* **ASSIGNMENT**:
Within the records below, find each line that holds the string "layers", then copy it.

* **SUPPLIED DATA**:
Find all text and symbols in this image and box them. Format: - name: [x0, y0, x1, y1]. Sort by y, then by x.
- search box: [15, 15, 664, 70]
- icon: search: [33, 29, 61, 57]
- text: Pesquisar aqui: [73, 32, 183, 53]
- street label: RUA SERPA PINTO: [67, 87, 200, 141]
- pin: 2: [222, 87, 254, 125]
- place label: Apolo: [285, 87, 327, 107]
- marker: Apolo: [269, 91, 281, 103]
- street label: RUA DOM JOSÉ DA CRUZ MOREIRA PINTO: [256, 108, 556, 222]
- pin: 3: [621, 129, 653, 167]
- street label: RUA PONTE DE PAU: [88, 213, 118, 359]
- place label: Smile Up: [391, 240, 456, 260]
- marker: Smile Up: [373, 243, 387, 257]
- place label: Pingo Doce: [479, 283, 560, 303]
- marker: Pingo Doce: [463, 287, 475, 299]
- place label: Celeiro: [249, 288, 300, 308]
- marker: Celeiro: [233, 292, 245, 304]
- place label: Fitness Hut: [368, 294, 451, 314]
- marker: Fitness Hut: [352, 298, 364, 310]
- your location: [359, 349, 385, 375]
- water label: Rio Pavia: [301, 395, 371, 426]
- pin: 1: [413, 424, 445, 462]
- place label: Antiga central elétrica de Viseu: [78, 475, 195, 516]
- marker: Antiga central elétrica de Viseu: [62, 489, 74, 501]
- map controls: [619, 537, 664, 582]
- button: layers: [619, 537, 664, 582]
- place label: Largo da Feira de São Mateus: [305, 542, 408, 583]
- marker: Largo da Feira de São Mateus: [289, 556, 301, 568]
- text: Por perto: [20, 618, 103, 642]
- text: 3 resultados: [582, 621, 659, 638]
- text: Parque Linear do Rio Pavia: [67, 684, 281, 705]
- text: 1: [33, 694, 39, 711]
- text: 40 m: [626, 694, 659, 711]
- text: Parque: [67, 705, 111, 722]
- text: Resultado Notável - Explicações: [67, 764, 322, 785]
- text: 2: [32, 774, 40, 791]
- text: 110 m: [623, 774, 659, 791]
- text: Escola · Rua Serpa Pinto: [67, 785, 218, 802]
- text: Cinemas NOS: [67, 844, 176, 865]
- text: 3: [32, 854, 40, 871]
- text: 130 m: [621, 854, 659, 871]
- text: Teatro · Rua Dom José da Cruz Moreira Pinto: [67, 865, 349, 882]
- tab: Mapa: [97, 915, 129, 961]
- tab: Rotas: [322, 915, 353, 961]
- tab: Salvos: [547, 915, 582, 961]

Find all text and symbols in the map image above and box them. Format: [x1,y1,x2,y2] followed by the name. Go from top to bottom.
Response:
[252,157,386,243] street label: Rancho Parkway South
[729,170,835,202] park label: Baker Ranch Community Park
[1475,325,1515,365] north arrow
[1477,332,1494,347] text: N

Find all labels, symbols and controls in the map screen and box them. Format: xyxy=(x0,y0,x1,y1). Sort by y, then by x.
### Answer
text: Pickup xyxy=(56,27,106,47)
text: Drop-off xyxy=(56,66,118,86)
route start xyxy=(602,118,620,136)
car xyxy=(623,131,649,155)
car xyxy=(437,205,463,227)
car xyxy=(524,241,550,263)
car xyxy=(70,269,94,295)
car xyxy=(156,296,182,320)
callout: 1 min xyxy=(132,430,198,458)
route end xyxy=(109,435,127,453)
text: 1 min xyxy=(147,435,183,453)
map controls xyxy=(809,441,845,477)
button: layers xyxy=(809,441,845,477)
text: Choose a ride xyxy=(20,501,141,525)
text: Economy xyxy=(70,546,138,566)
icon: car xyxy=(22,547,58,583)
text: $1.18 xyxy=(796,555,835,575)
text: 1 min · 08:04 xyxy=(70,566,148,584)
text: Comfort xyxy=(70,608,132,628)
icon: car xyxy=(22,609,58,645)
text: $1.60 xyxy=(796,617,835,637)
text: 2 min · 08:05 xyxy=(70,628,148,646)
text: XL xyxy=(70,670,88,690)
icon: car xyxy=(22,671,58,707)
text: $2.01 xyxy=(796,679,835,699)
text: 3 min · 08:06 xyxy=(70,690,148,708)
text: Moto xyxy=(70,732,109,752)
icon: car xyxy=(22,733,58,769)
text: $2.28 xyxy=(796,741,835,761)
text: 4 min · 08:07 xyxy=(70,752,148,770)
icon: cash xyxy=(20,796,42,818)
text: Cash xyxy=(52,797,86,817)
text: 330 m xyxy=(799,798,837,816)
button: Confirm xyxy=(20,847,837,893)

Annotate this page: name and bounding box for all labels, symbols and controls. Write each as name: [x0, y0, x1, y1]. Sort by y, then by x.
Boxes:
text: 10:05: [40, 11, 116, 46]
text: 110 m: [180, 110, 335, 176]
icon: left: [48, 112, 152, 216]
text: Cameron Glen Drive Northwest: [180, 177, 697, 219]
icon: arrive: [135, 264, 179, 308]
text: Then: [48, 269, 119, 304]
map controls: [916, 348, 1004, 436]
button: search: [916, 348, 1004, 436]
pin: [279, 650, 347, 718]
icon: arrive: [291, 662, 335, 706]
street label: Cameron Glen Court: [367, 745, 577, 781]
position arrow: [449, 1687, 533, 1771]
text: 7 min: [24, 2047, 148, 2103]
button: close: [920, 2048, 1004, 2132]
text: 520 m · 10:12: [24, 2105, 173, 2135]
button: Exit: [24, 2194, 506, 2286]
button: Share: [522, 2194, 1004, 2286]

* **ANSWER TO THE PROBLEM**:
- button: layers: [619, 537, 664, 582]
button: layers xyxy=(809,441,845,477)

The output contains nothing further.